Il fondo pensione dello Stato scrive al ceo
Total si vende a Trump, NY verso divestment
La penale che Donald Trump ha pagato a TotalEnergies per convincerla a desistere dall’eolico diventa un incentivo-anti-Esg molto indigesto agli investitori. Il gruppo francese aveva accettato di reinvestire in progetti legati ai combustibili fossili il rimborso ricevuto dal Us Department of the Interior (Doi) per aver rinunciato allo sviluppo di parchi eolici offshore. Una mossa che ha acceso i riflettori sulle nuove strategie di engagement utilizzate dagli investitori istituzionali. E sul ruolo politico che questo genere di engagement assume. Come riportato dal Financial Times, Thomas DiNapoli, che in qualità di New York state comptroller riveste il ruolo di amministratore del New York State Common Retirement Fund, ha scritto una lettera direttamente a Patrick Pouyanné, ceo di TotalEnergies, segnalando serie preoccupazioni sul piano strategico, sulla disciplina finanziaria e sulla gestione del rischio derivanti da tale scelta.

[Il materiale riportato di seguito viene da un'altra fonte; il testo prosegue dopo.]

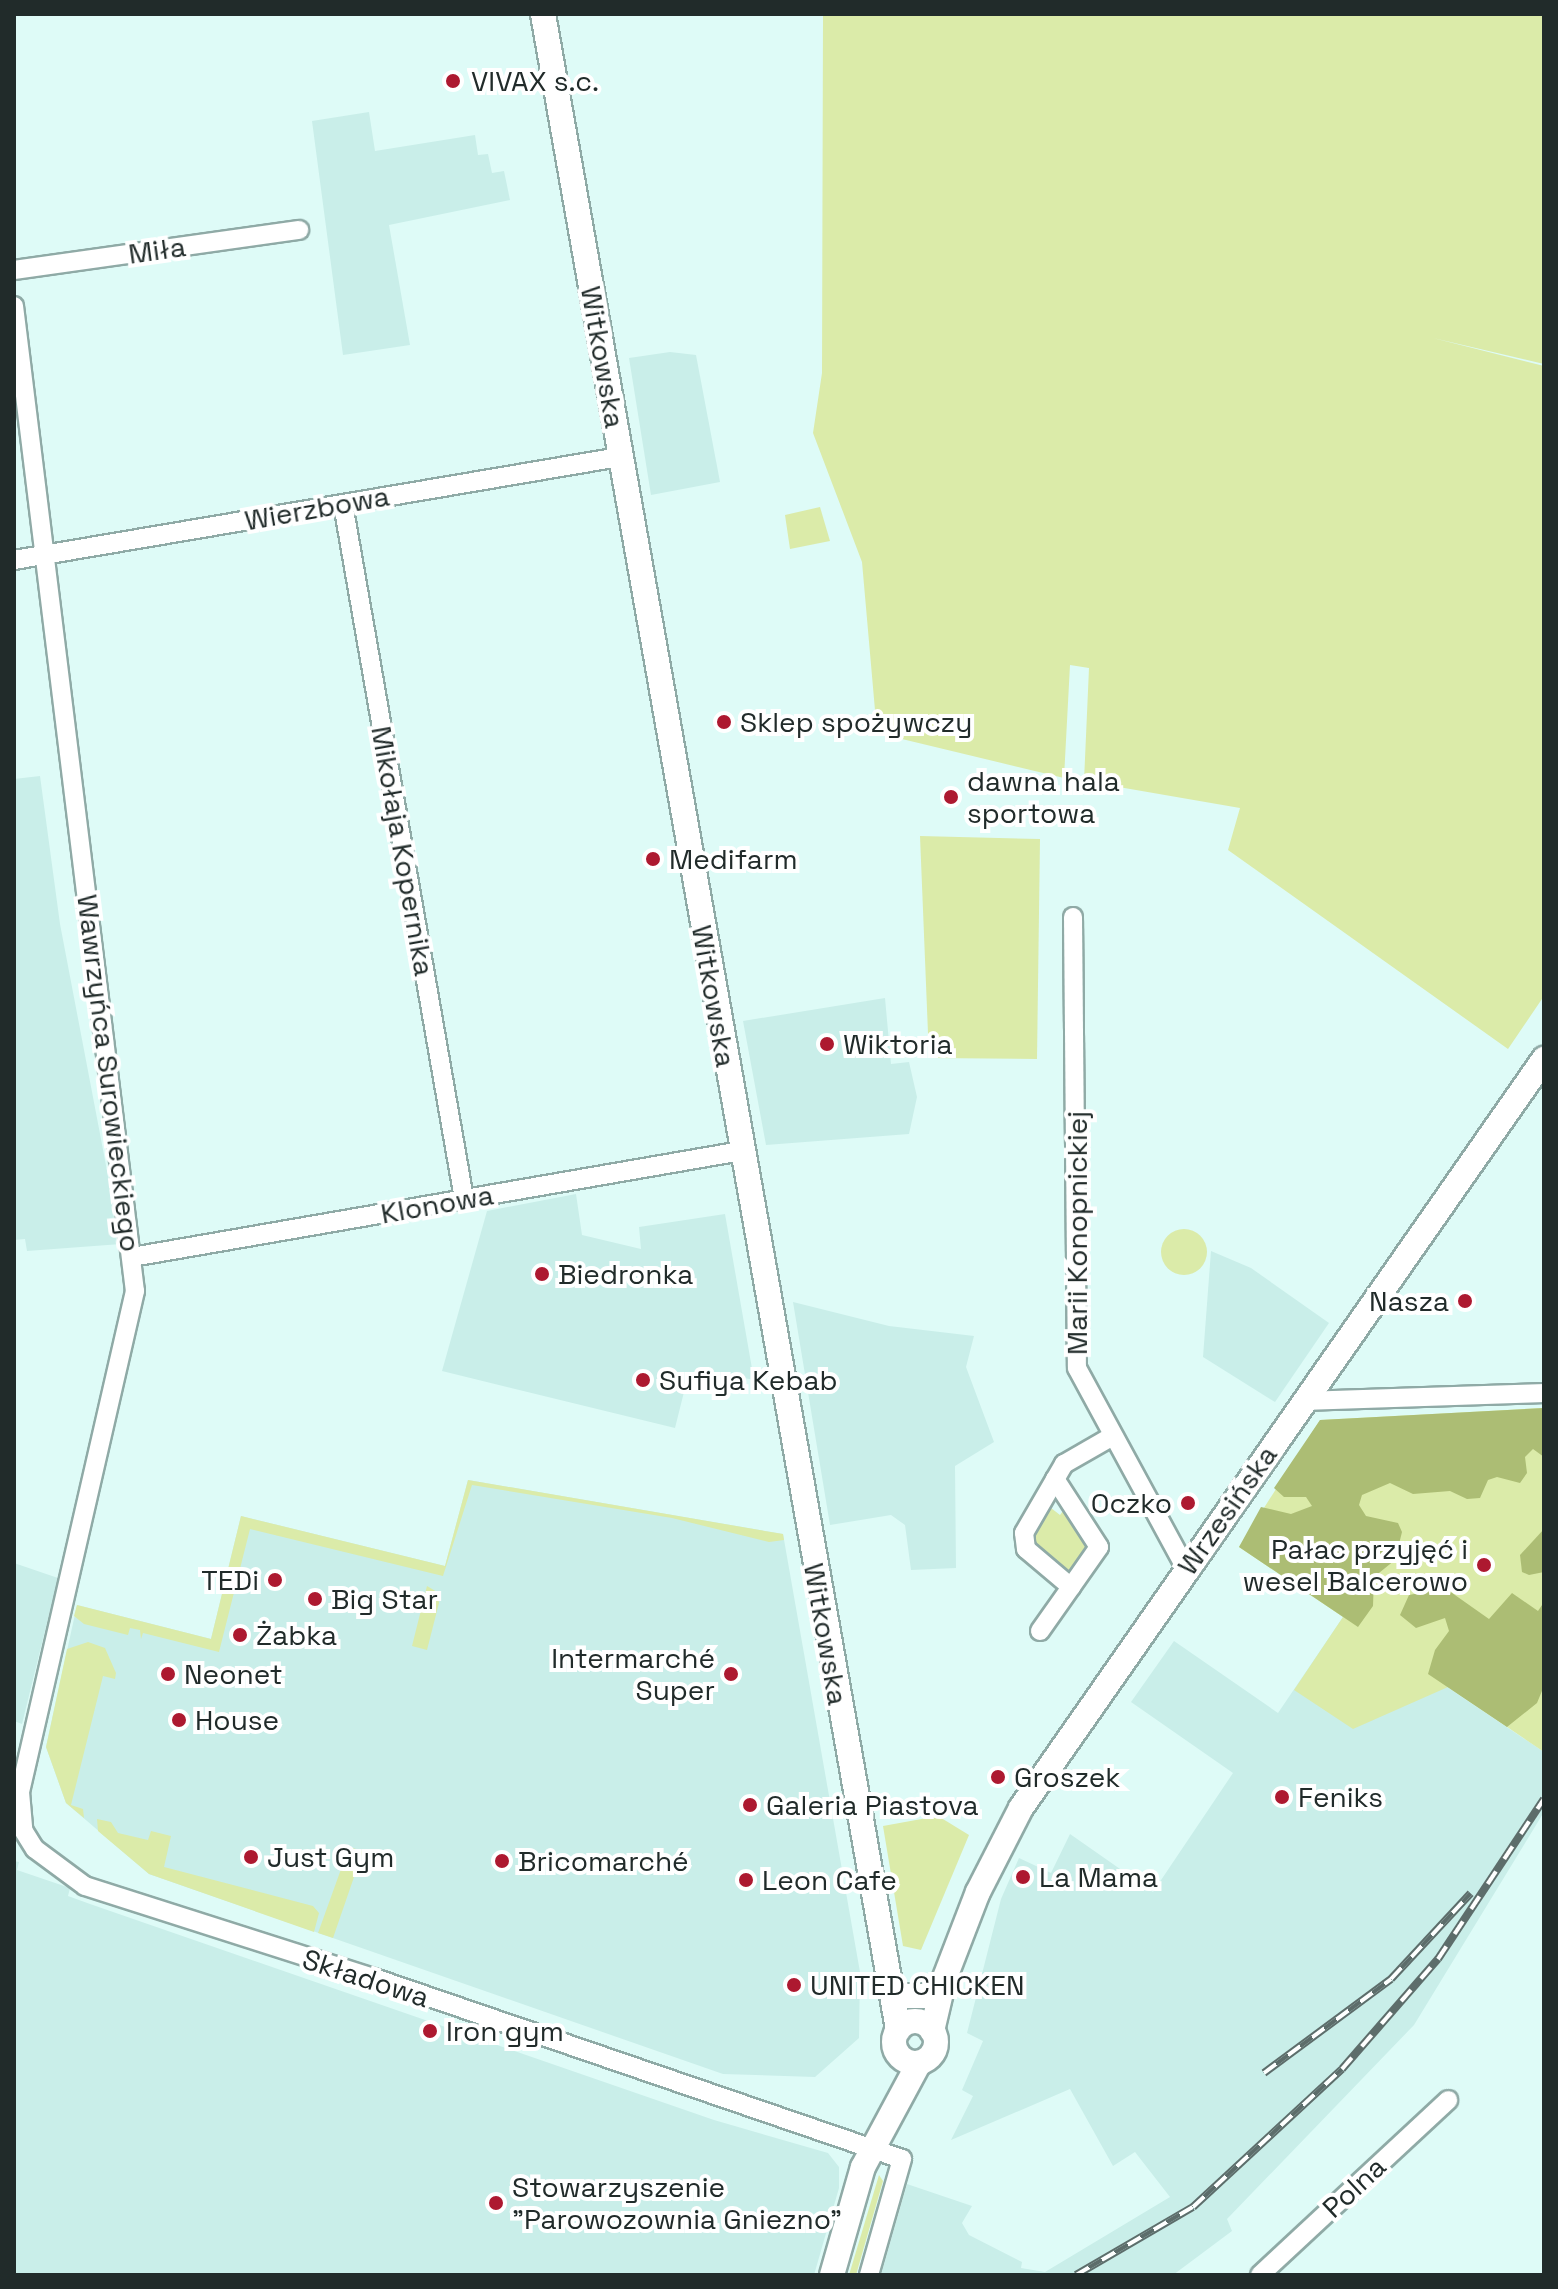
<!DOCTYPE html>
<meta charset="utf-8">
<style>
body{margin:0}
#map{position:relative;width:1558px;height:2289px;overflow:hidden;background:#defbf7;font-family:"Space Grotesk",sans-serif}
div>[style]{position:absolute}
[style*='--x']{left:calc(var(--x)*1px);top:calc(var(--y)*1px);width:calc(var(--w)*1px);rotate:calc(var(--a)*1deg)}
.built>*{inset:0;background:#c9eee9}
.green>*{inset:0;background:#dbeba9}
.round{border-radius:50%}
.forest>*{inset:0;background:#acbd74}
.roads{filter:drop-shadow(2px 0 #8faaa6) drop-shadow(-2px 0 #8faaa6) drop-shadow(0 2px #8faaa6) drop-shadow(0 -2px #8faaa6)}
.street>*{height:18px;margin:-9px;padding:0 9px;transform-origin:9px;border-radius:9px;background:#fff}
.secondary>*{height:24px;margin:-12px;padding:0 12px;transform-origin:12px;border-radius:12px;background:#fff}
.secondary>.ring{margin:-12px;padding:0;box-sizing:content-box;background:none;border:24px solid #fff;border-radius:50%}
.rail>*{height:8px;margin-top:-4px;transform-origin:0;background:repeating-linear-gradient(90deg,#fff 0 15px,#5d6d6b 0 30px);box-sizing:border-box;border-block:2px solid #5d6d6b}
.dots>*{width:22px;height:22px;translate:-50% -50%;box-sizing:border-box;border:4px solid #fff;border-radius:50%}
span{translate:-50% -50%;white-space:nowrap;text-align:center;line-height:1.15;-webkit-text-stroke:8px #fff;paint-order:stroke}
.poi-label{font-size:28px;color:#212b2a}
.left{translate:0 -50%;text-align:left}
.right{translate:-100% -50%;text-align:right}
.street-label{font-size:28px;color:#212b2a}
.frame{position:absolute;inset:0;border:16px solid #212b2a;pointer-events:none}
</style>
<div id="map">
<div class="built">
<div style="clip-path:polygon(369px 112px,375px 151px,475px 135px,478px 155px,488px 154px,492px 173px,504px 171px,510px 200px,389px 225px,410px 345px,343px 355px,312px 121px)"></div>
<div style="clip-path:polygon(670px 352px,696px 355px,720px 482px,651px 495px,629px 358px)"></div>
<div style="clip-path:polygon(40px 776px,60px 924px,121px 1244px,27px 1251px,25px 1239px,14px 1240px,14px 779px)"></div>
<div style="clip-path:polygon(885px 998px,891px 1064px,909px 1062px,917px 1097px,909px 1134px,766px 1145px,743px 1021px)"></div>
<div style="clip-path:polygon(576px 1194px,582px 1235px,641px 1249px,639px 1227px,725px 1214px,754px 1380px,721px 1373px,717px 1387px,687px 1380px,675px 1428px,442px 1371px,487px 1211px)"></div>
<div style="clip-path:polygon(1211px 1251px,1251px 1268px,1329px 1323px,1275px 1402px,1203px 1357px)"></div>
<div style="clip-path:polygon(793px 1302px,889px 1326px,974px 1336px,966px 1367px,994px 1442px,955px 1466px,956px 1568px,911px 1570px,905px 1525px,891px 1515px,830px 1525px)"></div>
<div style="clip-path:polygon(468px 1480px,783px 1534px,860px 1972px,859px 2038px,815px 2077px,723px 2074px,149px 1874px,66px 1803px,46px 1747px,77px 1605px,211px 1639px,241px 1516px,445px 1566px)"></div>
<div style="clip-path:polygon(14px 1563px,58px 1578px,22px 1724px,14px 1721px)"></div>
<div style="clip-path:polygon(1343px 1617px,1544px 1752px,1544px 1812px,1414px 2025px,1227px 2219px,1232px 2231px,1173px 2275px,881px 2275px,907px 2184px,972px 2206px,962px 2223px,969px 2235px,1022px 2262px,1021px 2268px,1045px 2272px,1170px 2197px,1135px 2152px,1113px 2166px,1070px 2089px,951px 2140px,973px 2096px,962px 2090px,983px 2041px,967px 2033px,1001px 1899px,1019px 1858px,1051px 1873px,1070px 1834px,1153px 1892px,1233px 1773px,1131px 1702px,1174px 1641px,1278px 1713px)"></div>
<div style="clip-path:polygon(14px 1861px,19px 1862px,17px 1870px,70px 1888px,68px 1896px,90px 1904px,714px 2120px,828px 2153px,839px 2167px,839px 2188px,814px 2275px,14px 2275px)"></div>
</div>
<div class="green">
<div style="clip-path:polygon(823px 14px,1544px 14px,1544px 364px,1433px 338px,1544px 366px,1544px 996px,1508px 1049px,1228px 850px,1240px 808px,1084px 781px,1089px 668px,1070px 665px,1064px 778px,877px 733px,862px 562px,813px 433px,822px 373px)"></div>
<div style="clip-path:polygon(820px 507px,830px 541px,790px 549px,785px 515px)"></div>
<div style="clip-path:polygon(920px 836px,1040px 839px,1037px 1059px,929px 1058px)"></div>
<div class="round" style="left:1161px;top:1229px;width:46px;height:46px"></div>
<div style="clip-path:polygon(1544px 1408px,1544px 1752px,1448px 1687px,1353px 1729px,1294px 1690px,1343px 1617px,1239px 1547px,1320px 1420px)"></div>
<div style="clip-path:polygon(468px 1480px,783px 1534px,784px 1540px,769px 1542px,672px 1518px,472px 1485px,443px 1576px,250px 1529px,219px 1652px,143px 1633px,141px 1639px,140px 1630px,130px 1628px,128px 1635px,84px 1624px,74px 1616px,77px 1605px,211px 1639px,241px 1516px,445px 1566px)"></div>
<div style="clip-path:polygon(1051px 1508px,1060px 1515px,1063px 1511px,1089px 1548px,1070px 1576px,1034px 1545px,1034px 1533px)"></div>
<div style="clip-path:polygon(427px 1586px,437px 1592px,439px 1603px,427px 1650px,412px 1646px)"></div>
<div style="clip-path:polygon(88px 1642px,105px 1648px,116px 1673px,115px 1679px,103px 1676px,71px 1805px,83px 1809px,84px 1818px,66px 1803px,46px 1747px,67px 1649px)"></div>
<div style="clip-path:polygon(938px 1816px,969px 1835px,921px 1950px,903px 1946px,883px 1826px)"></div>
<div style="clip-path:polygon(97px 1819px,111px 1822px,118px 1833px,148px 1840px,151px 1831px,171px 1836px,164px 1867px,313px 1906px,319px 1913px,314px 1932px,149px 1874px,98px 1831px)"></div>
<div style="clip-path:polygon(349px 1847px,363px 1851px,333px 1938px,318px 1933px)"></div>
<div style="clip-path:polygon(879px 2175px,883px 2181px,856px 2275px,849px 2275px)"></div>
</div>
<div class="forest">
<div style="clip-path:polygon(1544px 1408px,1544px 1457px,1533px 1449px,1525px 1457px,1527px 1473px,1520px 1483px,1497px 1477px,1488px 1480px,1480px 1498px,1467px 1499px,1450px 1491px,1413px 1494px,1390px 1483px,1362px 1495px,1359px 1505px,1366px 1516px,1398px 1523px,1402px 1532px,1395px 1560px,1374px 1577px,1373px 1606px,1358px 1627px,1239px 1547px,1261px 1507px,1291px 1514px,1312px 1506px,1306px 1497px,1284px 1497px,1274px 1488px,1320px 1420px)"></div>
<div style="clip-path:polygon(1544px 1529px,1544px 1572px,1529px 1575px,1522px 1572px,1520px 1555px)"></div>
<div style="clip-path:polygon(1445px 1588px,1489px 1619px,1512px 1593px,1538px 1611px,1544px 1602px,1544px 1686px,1537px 1703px,1507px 1727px,1428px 1674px,1435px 1650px,1449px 1631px,1445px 1618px,1416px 1628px,1400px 1615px,1409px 1595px)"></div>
</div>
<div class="roads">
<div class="street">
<div style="--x:14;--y:270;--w:288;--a:-8"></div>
<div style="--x:14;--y:306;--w:992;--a:83"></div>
<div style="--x:135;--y:1291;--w:514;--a:102.93"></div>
<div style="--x:20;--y:1792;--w:38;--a:85"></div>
<div style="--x:23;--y:1830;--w:22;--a:58"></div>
<div style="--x:35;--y:1849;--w:62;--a:36.5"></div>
<div style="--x:85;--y:1886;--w:303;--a:17.7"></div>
<div style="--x:374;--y:1978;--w:558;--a:18.92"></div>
<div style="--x:902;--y:2159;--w:121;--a:105.9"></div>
<div style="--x:343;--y:504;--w:705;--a:80.12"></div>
<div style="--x:14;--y:560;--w:614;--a:-9.66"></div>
<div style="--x:1073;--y:917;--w:451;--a:89.5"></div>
<div style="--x:1077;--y:1368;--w:229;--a:61.5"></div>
<div style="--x:132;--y:1257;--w:618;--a:-9.87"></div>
<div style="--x:1304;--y:1401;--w:240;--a:-1.9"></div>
<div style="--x:1055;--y:1479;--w:81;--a:57.1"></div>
<div style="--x:1099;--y:1547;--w:49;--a:125"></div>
<div style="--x:1071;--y:1587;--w:59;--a:-139.8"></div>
<div style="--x:1026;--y:1549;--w:16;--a:-97"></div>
<div style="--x:1024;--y:1533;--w:80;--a:-59.9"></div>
<div style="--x:1064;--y:1464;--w:54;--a:-29.9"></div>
<div style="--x:1040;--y:1631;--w:54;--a:-54.8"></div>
<div style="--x:1260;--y:2275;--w:257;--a:-42.9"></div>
</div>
<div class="secondary">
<div style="--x:543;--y:14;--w:2047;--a:80.01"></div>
<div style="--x:898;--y:1996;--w:35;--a:0"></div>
<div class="ring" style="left:894px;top:2021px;width:18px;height:18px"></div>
<div style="--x:932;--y:2031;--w:52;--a:-76.8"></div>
<div style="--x:944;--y:1980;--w:94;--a:-68.9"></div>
<div style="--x:978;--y:1892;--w:94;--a:-62.9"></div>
<div style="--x:1021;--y:1808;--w:914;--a:-55.07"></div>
<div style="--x:832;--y:2275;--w:112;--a:-74"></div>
<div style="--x:863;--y:2167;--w:118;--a:-61.7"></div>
</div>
</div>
<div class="rail">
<div style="--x:1264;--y:2073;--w:158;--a:-36.5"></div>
<div style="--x:1391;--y:1979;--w:117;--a:-47.1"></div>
<div style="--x:1076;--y:2275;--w:135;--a:-30.2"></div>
<div style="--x:1193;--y:2207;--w:203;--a:-42.8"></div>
<div style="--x:1342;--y:2069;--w:146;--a:-48.9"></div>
<div style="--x:1438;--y:1959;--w:192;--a:-56.5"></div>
</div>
<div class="dots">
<div style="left:453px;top:81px;background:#ad1930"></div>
<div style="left:724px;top:722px;background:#ad1930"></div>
<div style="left:951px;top:797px;background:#ad1930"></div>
<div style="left:653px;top:859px;background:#ad1930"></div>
<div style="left:827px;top:1044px;background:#ad1930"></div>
<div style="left:542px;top:1274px;background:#ad1930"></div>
<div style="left:1465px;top:1301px;background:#ad1930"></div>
<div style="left:643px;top:1380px;background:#ad1930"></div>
<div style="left:1188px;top:1503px;background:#ad1930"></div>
<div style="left:1484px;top:1565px;background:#ad1930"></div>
<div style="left:275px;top:1580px;background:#ad1930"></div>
<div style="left:315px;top:1599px;background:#ad1930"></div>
<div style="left:240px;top:1635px;background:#ad1930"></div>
<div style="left:168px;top:1674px;background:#ad1930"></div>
<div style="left:731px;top:1674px;background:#ad1930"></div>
<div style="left:179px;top:1720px;background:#ad1930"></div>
<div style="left:998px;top:1777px;background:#ad1930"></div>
<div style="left:1282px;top:1797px;background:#ad1930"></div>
<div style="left:750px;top:1805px;background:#ad1930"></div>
<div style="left:251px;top:1857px;background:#ad1930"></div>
<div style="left:502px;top:1861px;background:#ad1930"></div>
<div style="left:1023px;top:1877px;background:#ad1930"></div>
<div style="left:746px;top:1880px;background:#ad1930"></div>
<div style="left:794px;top:1985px;background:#ad1930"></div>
<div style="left:430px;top:2031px;background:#ad1930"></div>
<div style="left:496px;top:2203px;background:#ad1930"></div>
</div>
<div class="poi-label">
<span class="left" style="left:471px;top:81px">VIVAX s.c.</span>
<span class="left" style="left:740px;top:722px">Sklep spożywczy</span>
<span class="left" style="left:967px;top:797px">dawna hala<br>sportowa</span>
<span class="left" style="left:669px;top:859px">Medifarm</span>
<span class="left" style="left:843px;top:1044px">Wiktoria</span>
<span class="left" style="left:558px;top:1274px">Biedronka</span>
<span class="right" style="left:1449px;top:1301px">Nasza</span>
<span class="left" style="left:659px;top:1380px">Sufiya Kebab</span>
<span class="right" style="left:1172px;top:1503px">Oczko</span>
<span class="right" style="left:1468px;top:1565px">Pałac przyjęć i<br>wesel Balcerowo</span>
<span class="right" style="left:259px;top:1580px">TEDi</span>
<span class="left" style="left:331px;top:1599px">Big Star</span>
<span class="left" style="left:256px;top:1635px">Żabka</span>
<span class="right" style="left:715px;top:1674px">Intermarché<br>Super</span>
<span class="left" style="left:184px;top:1674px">Neonet</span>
<span class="left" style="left:195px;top:1720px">House</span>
<span class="left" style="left:1014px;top:1777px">Groszek</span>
<span class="left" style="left:1298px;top:1797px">Feniks</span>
<span class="left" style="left:766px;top:1805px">Galeria Piastova</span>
<span class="left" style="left:267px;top:1857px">Just Gym</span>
<span class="left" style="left:518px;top:1861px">Bricomarché</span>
<span class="left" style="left:1039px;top:1877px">La Mama</span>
<span class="left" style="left:762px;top:1880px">Leon Cafe</span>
<span class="left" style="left:810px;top:1985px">UNITED CHICKEN</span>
<span class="left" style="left:446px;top:2031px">Iron gym</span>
<span class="left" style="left:512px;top:2203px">Stowarzyszenie<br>"Parowozownia Gniezno"</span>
</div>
<div class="street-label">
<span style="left:157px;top:250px;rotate:-8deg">Miła</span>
<span style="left:603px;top:357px;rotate:80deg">Witkowska</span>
<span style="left:317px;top:508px;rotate:-10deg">Wierzbowa</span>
<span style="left:403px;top:851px;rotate:80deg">Mikołaja Kopernika</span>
<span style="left:714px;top:996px;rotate:80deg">Witkowska</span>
<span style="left:109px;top:1073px;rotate:83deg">Wawrzyńca Surowieckiego</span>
<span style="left:437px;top:1204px;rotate:-10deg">Klonowa</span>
<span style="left:1077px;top:1233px;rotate:-90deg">Marii Konopnickiej</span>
<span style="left:1227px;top:1510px;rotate:-55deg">Wrzesińska</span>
<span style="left:826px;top:1634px;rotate:80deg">Witkowska</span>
<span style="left:366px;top:1978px;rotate:18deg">Składowa</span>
<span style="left:1354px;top:2187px;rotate:-43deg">Polna</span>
</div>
<div class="frame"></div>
</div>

Solitamente, i fondi pensione operano sui mercati attraverso asset manager terzi cui affidano un mandato. Il fondo può esercitare pressione indirettamente, richiedendo al gestore di escludere determinati titoli o di adottare politiche Esg più rigorose. In questo caso, invece, il New York State Common Retirement Fund è azionista diretto e si rivolge al board del colosso energetico come tale, con tutte le prerogative che ne derivano, inclusa quella del voto nelle assemblee degli azionisti.
Ad aver peso non è tanto la minaccia di dismissione dell’investimento, circa 1,6 milioni di dollari, che avrebbe un impatto finanziario del tutto trascurabile sulla capitalizzazione di TotalEnergies. Ma piuttosto la forte presa di posizione dal valore politico e reputazionale. La lettera chiede esplicitamente chiarezza su come l’azienda francese abbia valutato i rischi legali e regolatori connessi all’accettazione del rimborso governativo da un 1 miliardo di dollari, e soprattutto sul rischio che tale accordo possa essere annullato sotto una futura amministrazione politica di diverso orientamento.
DiNapoli ha sottolineato come la decisione «sollevi rischi per la società e i suoi investitori» per un’azienda che aveva ambito a essere un leader nella transizione energetica, mentre oggi «gli investitori si trovano a grattarsi la testa» dopo la marcia indietro da parte del consiglio di amministrazione. TotalEnergies si era infatti impegnata a produrre 120 terawattora di energia da fonti rinnovabili entro il 2030 e a portare al 75% la quota di energia a basse emissioni nel proprio mix entro il 2050. Il passo indietro sull’eolico offshore negli Stati Uniti mette ora sotto pressione la credibilità di questi obiettivi agli occhi della comunità finanziaria internazionale.
L’amministrazione Trump ha fatto della lotta all’industria eolica uno dei capisaldi della politica energetica del suo secondo mandato, emettendo ripetuti ordini di stop ai lavori per ragioni di sicurezza nazionale. Dopo ripetute sconfitte nei tribunali federali, la Casa Bianca ha cambiato tattica optando per trattative dirette con le imprese, convincendole a cedere le licenze in cambio di rimborsi. Il Doi ha confermato di essere in trattativa con altre società titolari di concessioni eoliche.